PROBLEM
In the data below, the answer is the run of lines from the line containing "ctx.font = font + ' Cabin,sans-serif';" through the line containing "M1627,806L1629,815L1509,824H1442V819L1448,815L1514,814Z", both included; print it exactly and nothing else.

Stored items:

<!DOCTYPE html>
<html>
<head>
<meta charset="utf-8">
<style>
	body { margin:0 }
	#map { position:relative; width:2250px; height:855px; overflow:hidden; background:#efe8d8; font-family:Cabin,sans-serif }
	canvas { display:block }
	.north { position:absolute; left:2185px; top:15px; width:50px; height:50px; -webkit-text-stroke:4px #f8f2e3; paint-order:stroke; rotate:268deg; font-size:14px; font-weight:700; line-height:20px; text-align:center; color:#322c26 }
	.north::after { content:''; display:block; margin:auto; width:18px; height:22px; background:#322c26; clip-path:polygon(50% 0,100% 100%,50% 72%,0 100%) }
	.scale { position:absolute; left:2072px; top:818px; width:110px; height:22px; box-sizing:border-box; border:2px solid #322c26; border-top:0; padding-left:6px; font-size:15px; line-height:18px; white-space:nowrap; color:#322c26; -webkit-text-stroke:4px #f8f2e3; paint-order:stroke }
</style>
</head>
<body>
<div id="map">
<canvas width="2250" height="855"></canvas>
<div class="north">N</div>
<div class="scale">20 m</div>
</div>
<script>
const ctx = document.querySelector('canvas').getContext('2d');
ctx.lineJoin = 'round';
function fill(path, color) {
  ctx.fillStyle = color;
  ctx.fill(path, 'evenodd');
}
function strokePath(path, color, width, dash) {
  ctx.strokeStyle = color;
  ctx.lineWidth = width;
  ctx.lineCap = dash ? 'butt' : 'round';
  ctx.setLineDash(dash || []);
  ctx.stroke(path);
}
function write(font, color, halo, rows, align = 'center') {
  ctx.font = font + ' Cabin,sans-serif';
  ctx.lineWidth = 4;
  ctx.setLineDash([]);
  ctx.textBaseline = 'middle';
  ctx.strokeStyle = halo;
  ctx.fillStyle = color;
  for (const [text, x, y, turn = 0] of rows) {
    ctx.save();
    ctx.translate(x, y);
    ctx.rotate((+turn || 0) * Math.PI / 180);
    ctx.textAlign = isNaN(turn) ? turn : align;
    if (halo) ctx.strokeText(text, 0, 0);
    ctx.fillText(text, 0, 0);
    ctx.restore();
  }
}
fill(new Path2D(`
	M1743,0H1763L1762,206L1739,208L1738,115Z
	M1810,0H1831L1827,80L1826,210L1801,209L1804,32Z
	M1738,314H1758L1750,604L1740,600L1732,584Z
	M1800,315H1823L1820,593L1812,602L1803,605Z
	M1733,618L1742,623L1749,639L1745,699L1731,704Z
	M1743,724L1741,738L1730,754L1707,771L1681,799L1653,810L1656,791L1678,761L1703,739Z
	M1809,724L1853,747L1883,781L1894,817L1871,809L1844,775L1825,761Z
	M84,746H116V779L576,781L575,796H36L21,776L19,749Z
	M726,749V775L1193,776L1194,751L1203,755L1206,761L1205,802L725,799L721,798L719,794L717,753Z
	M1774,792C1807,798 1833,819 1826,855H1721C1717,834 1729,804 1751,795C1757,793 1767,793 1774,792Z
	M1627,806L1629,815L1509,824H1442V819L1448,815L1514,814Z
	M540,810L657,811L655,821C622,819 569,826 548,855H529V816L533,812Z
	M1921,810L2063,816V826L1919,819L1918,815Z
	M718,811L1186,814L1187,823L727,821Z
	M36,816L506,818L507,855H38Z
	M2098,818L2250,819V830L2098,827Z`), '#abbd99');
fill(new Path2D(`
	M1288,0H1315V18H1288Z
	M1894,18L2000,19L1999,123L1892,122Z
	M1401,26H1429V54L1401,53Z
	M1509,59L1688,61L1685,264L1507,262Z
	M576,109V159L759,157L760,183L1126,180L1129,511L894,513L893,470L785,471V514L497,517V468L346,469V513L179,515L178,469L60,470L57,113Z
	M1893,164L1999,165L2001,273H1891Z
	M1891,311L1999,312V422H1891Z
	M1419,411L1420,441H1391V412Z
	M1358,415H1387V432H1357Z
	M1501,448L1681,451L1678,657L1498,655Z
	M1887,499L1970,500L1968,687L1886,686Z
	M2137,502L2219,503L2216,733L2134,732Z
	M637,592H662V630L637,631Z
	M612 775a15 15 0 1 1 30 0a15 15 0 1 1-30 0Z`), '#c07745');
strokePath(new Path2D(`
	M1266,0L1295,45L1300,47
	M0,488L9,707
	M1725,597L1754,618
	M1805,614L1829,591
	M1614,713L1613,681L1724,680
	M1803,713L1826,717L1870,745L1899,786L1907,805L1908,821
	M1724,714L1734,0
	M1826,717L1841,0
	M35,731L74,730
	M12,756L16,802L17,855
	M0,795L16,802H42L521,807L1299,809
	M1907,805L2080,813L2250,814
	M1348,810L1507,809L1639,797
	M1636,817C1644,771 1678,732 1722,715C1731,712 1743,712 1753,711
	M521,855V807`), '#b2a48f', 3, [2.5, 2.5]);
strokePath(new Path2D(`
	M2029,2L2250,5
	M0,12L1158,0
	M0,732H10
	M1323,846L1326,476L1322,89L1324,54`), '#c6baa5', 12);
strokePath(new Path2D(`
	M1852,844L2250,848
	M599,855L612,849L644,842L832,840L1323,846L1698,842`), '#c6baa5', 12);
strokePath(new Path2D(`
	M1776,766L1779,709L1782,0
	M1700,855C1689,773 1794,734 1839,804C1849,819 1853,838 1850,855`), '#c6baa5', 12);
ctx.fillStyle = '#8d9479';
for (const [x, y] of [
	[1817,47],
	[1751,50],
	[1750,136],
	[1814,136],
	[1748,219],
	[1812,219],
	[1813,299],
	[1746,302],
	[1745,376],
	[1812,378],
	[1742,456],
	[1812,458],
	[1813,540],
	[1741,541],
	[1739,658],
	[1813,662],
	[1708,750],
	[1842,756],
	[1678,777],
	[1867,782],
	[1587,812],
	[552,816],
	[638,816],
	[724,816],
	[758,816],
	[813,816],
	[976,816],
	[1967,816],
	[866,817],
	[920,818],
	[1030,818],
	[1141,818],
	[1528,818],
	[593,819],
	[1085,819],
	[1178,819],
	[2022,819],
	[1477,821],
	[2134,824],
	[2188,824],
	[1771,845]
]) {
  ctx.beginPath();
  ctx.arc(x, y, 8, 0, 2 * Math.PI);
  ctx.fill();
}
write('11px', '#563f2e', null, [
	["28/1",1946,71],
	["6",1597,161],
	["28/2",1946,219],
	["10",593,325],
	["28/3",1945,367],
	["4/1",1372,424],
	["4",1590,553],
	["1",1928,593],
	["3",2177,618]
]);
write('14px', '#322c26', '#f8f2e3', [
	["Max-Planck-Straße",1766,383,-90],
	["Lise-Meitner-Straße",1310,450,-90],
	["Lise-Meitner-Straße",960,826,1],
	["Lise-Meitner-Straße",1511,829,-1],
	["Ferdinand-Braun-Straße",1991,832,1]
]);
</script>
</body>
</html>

EXPECTED OUTPUT
  ctx.font = font + ' Cabin,sans-serif';
  ctx.lineWidth = 4;
  ctx.setLineDash([]);
  ctx.textBaseline = 'middle';
  ctx.strokeStyle = halo;
  ctx.fillStyle = color;
  for (const [text, x, y, turn = 0] of rows) {
    ctx.save();
    ctx.translate(x, y);
    ctx.rotate((+turn || 0) * Math.PI / 180);
    ctx.textAlign = isNaN(turn) ? turn : align;
    if (halo) ctx.strokeText(text, 0, 0);
    ctx.fillText(text, 0, 0);
    ctx.restore();
  }
}
fill(new Path2D(`
	M1743,0H1763L1762,206L1739,208L1738,115Z
	M1810,0H1831L1827,80L1826,210L1801,209L1804,32Z
	M1738,314H1758L1750,604L1740,600L1732,584Z
	M1800,315H1823L1820,593L1812,602L1803,605Z
	M1733,618L1742,623L1749,639L1745,699L1731,704Z
	M1743,724L1741,738L1730,754L1707,771L1681,799L1653,810L1656,791L1678,761L1703,739Z
	M1809,724L1853,747L1883,781L1894,817L1871,809L1844,775L1825,761Z
	M84,746H116V779L576,781L575,796H36L21,776L19,749Z
	M726,749V775L1193,776L1194,751L1203,755L1206,761L1205,802L725,799L721,798L719,794L717,753Z
	M1774,792C1807,798 1833,819 1826,855H1721C1717,834 1729,804 1751,795C1757,793 1767,793 1774,792Z
	M1627,806L1629,815L1509,824H1442V819L1448,815L1514,814Z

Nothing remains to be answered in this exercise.